劇場公開日 2025年1月17日

「無法地帯の狂った様は見ごたえあるも・・・」室町無頼 asukari-yさんの映画レビュー(感想・評価)

2.0無法地帯の狂った様は見ごたえあるも・・・

2025年1月18日
PCから投稿
鑑賞方法:映画館

興奮

 室町時代を舞台に、世直しを図ろうと立ち上がった無頼漢を主人公とした時代劇。その世界と乱舞・そして狂ったシーンは他の映画にない見ごたえを感じましたが、自分としては高い評価をつけれない作品でした。

 室町時代に起きた「寛正の大飢饉」。餓死者は増え、京に浪民がなだれ込むも幕府は大きく手を打たず、農民たちは税と借金に苦しめられていた。それを見て嘆く無頼漢:蓮田兵衛は、弱い民を助けようと立ち回る・・・てな感じのストーリーです。

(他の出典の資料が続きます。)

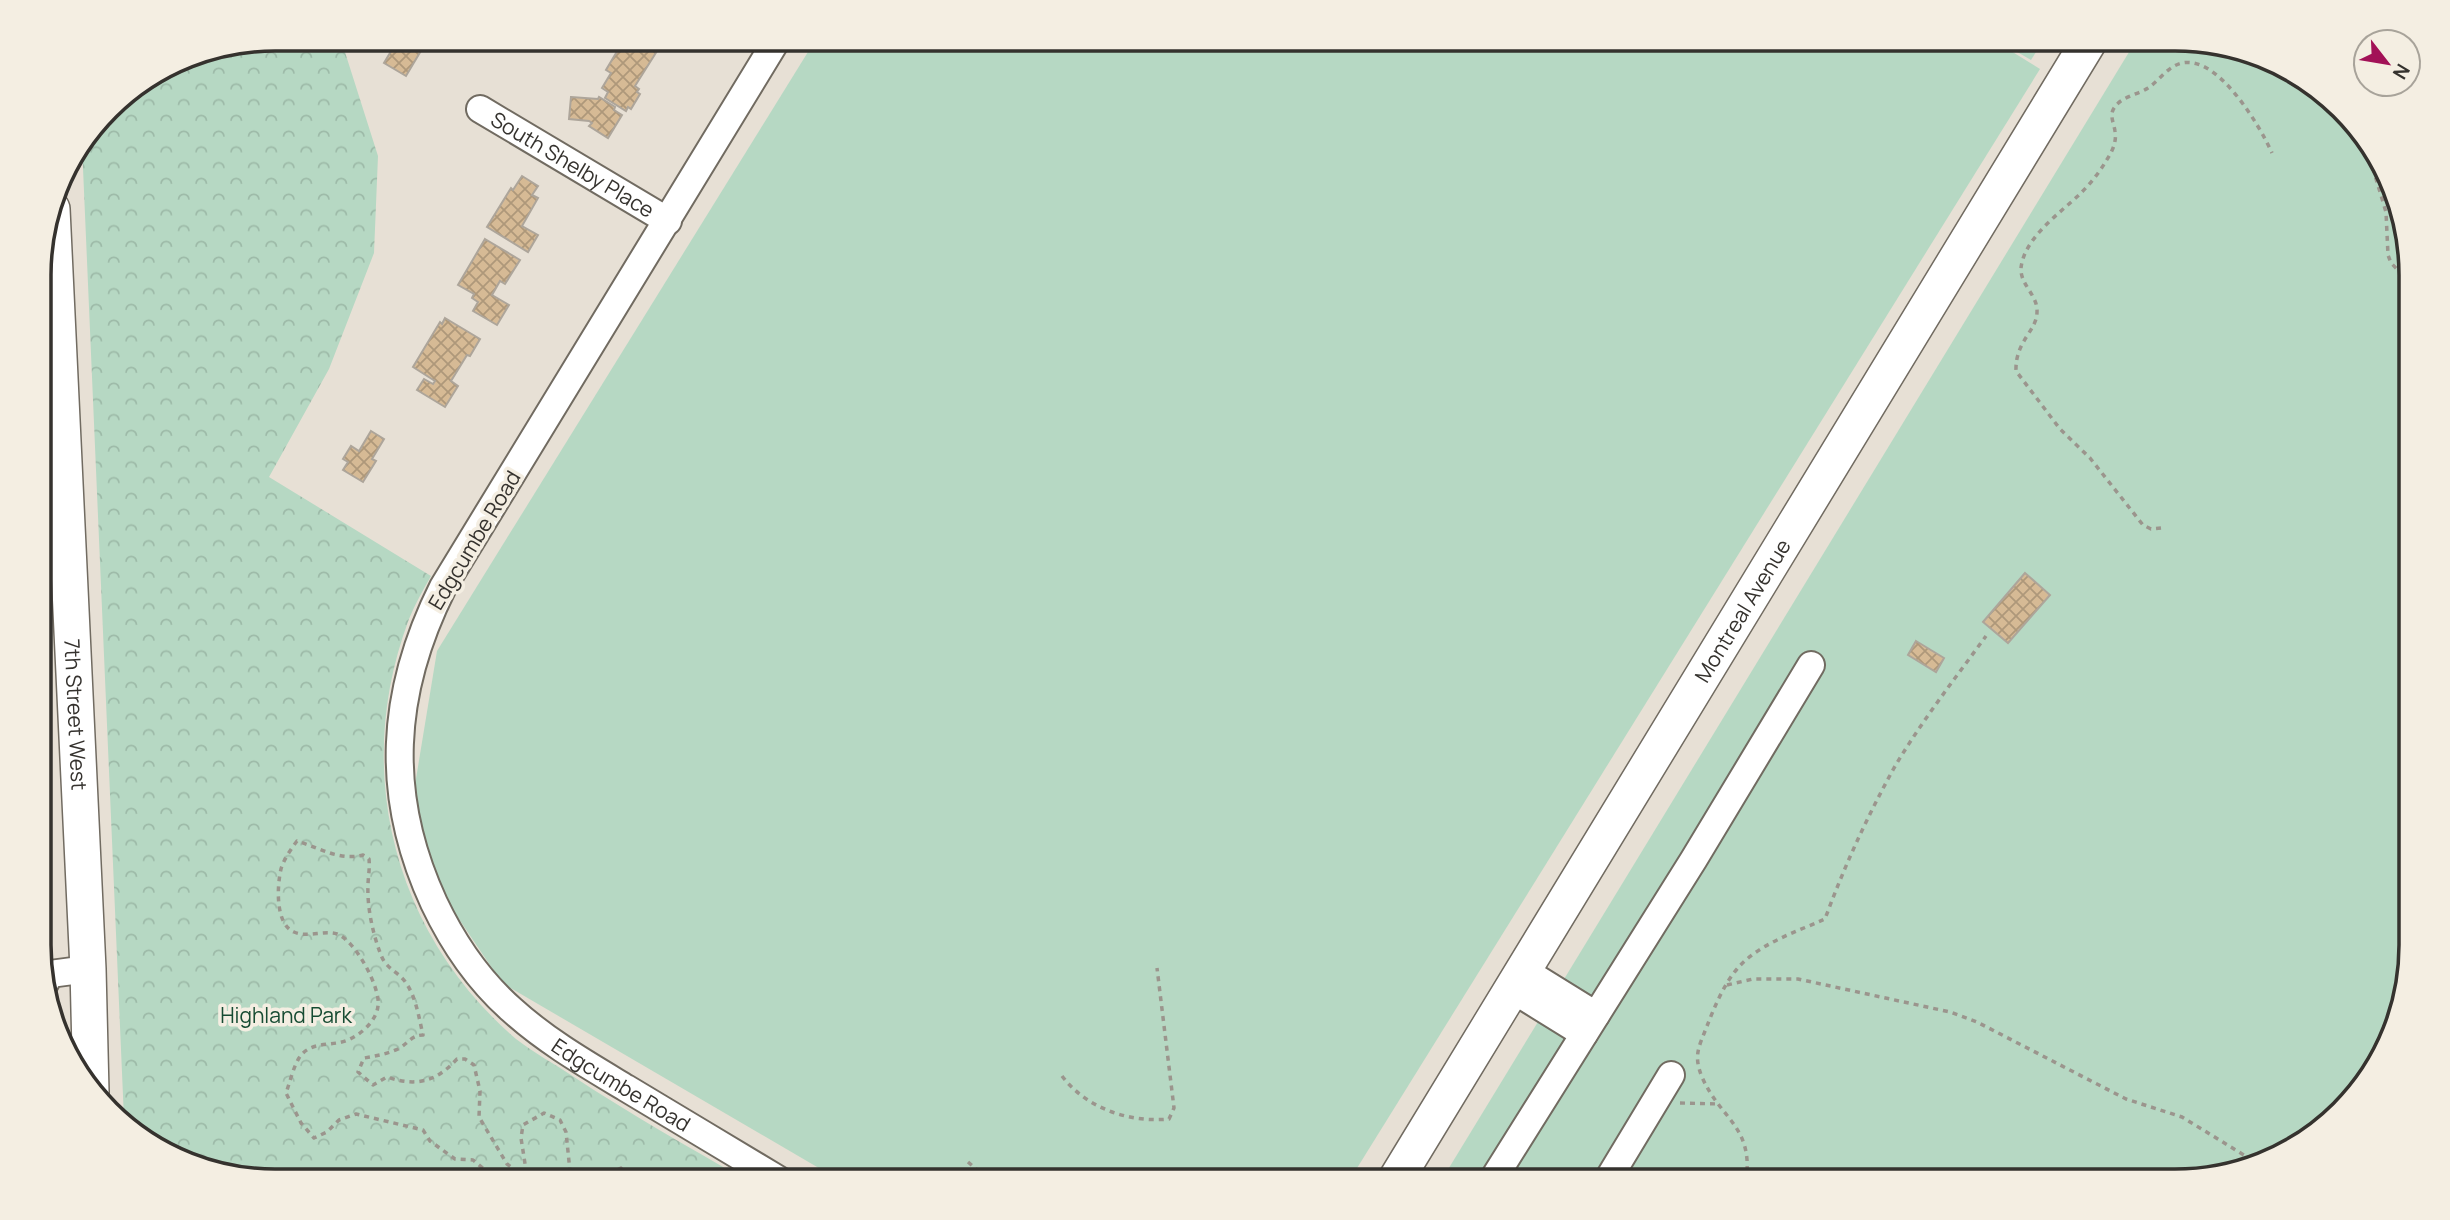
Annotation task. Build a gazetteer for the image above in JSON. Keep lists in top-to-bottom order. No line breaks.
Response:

 まず、飢饉が生じ、土埃を顔に浴びながら苦しむ様と、それを意に介しない武士・金貸し・そして幕府重役の対比という、えぐいほどの差をいきなり見せつけられる。むしろ良い。上級国民と下々の民の違いが一揆を引き起こしかねないと上手く描いている。そして、一揆で起こる笑い・踊り、嘆きが一か所で起こるシーンはホンマに見物。法的に整えられた現代では考えられない狂気がそこにあり、「この世が狂っている」と肌で感じてしまう。これはただの娯楽映画には終わらない。もちろん、乱舞や一揆のシーンも見ごたえがあり面白いのだが、背景として歴史の恥部を見せる事をきっちり描くことによりリアルが十分感じ得る、説得力ある見事な描写と思う。

 しかし、音楽が全然合わない・・・。

 1シーンのみで切り取ったならまた違った視点で感じるんやろう。しかし本編を通して一貫性のない音楽は、見応えを思いっきり削ぐには十分すぎた。重たさを感じる音が奏でられたと思ったら、違う場面ではポップな音が出るとか。和食のフルコースでハンバーガーやカレーライスをいれるような感じか。んなもん酒と合うかいと感じるような不協和音だ。映画音楽は映画が誕生した時から演出に重要な要素として取り入れられてきたが、そういう意味では大きくダメにしてしまったと自分は思うています。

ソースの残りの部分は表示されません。